Your task: Read the records below and report each line in which "scale" occurs.

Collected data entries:
================================

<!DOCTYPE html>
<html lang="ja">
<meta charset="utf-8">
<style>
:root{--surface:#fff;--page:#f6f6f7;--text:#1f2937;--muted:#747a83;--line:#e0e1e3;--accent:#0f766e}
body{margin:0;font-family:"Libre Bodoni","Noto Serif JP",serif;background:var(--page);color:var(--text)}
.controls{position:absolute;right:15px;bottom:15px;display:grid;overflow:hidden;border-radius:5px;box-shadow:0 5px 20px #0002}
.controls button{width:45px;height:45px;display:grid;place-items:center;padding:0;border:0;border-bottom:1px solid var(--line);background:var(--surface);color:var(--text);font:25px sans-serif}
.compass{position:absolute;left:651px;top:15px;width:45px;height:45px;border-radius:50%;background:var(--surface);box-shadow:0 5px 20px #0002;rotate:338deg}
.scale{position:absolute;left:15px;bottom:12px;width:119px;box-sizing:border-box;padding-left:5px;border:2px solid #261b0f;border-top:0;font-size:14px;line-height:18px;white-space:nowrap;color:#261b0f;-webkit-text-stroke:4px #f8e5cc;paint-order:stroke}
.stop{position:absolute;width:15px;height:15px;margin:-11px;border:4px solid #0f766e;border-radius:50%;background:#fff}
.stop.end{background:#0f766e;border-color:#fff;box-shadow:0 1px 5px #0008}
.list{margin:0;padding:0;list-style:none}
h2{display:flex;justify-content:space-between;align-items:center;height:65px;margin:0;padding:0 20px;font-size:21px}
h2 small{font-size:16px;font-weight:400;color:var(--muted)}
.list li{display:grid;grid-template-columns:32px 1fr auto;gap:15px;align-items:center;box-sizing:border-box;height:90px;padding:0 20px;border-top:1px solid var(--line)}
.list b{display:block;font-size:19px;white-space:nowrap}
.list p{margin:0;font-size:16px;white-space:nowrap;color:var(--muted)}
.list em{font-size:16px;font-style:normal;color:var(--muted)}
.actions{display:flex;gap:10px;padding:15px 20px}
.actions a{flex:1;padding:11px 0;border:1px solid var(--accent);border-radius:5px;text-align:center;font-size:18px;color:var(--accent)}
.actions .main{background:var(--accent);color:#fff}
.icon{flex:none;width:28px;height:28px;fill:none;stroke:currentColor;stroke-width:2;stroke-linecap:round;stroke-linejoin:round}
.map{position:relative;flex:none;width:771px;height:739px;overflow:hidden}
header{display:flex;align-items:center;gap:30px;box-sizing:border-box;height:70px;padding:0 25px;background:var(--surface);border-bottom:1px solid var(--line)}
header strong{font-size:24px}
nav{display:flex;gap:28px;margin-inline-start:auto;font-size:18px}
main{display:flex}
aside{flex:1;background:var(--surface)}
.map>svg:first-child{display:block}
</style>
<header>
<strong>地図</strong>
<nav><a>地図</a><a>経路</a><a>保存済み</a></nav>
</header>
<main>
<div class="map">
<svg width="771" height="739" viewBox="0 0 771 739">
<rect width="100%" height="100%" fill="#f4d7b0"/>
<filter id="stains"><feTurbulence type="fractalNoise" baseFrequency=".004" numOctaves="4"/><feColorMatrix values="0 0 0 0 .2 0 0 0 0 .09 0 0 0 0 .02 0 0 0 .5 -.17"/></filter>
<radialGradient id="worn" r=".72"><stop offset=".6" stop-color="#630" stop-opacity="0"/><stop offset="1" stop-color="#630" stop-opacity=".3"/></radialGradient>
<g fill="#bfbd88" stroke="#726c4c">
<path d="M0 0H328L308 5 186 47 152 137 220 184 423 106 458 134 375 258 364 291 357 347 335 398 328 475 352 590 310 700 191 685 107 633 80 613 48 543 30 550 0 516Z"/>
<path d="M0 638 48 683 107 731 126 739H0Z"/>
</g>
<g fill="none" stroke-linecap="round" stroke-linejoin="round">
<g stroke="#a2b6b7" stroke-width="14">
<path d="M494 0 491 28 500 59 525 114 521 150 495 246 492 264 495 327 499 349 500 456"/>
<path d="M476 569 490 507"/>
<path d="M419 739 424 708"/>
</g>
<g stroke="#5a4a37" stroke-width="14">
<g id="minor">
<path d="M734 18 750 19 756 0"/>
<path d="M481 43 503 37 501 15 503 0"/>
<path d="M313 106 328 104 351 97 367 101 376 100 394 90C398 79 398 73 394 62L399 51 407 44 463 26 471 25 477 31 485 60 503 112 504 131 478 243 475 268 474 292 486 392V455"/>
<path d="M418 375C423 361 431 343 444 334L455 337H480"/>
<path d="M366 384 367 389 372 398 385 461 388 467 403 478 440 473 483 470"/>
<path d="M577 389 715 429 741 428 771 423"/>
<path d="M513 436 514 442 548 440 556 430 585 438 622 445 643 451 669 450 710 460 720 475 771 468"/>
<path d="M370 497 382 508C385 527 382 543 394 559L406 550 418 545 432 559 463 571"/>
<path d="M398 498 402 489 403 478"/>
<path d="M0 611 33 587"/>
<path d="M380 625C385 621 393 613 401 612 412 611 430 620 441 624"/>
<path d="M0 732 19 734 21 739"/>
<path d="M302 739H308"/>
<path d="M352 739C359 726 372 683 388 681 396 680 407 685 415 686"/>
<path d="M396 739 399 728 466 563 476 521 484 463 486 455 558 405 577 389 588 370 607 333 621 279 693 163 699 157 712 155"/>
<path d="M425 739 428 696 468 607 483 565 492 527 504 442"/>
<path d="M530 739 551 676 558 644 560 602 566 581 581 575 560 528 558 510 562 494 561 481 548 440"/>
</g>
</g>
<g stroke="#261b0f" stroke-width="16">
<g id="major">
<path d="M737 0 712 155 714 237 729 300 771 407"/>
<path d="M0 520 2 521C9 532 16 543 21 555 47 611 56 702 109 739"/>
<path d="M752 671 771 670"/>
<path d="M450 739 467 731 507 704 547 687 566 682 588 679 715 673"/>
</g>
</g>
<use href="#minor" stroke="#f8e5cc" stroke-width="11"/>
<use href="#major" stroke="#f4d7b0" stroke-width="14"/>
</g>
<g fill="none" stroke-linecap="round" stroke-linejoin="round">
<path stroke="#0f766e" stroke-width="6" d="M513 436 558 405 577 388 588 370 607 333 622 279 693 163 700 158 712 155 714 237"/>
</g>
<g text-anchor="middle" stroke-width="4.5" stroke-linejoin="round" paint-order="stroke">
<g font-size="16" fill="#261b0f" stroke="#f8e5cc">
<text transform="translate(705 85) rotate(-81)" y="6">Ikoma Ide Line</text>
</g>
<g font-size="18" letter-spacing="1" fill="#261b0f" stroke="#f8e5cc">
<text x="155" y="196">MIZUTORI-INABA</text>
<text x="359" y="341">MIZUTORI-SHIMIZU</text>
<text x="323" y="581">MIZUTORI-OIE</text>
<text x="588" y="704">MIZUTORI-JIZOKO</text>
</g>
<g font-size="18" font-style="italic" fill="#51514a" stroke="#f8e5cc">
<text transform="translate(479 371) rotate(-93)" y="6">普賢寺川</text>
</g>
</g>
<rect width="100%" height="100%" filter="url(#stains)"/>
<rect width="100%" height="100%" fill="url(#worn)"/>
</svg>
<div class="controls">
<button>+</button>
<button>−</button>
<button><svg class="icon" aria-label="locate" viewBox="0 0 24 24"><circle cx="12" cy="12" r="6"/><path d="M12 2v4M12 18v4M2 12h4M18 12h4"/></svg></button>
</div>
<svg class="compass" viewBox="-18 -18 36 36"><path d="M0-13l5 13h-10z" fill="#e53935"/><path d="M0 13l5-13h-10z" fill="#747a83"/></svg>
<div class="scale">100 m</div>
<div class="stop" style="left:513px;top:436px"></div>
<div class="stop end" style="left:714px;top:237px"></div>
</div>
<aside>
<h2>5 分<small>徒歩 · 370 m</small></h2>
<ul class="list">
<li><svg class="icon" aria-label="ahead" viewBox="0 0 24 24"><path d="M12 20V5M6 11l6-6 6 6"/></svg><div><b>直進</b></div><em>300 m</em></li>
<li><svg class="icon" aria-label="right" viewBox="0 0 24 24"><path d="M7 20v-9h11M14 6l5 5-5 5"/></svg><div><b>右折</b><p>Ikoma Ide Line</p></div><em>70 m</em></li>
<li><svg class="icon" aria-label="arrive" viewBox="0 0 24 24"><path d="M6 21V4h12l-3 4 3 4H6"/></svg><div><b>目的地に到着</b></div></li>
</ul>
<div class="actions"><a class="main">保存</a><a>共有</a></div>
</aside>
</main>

================================

Task output:
.scale{position:absolute;left:15px;bottom:12px;width:119px;box-sizing:border-box;padding-left:5px;border:2px solid #261b0f;border-top:0;font-size:14px;line-height:18px;white-space:nowrap;color:#261b0f;-webkit-text-stroke:4px #f8e5cc;paint-order:stroke}
<div class="scale">100 m</div>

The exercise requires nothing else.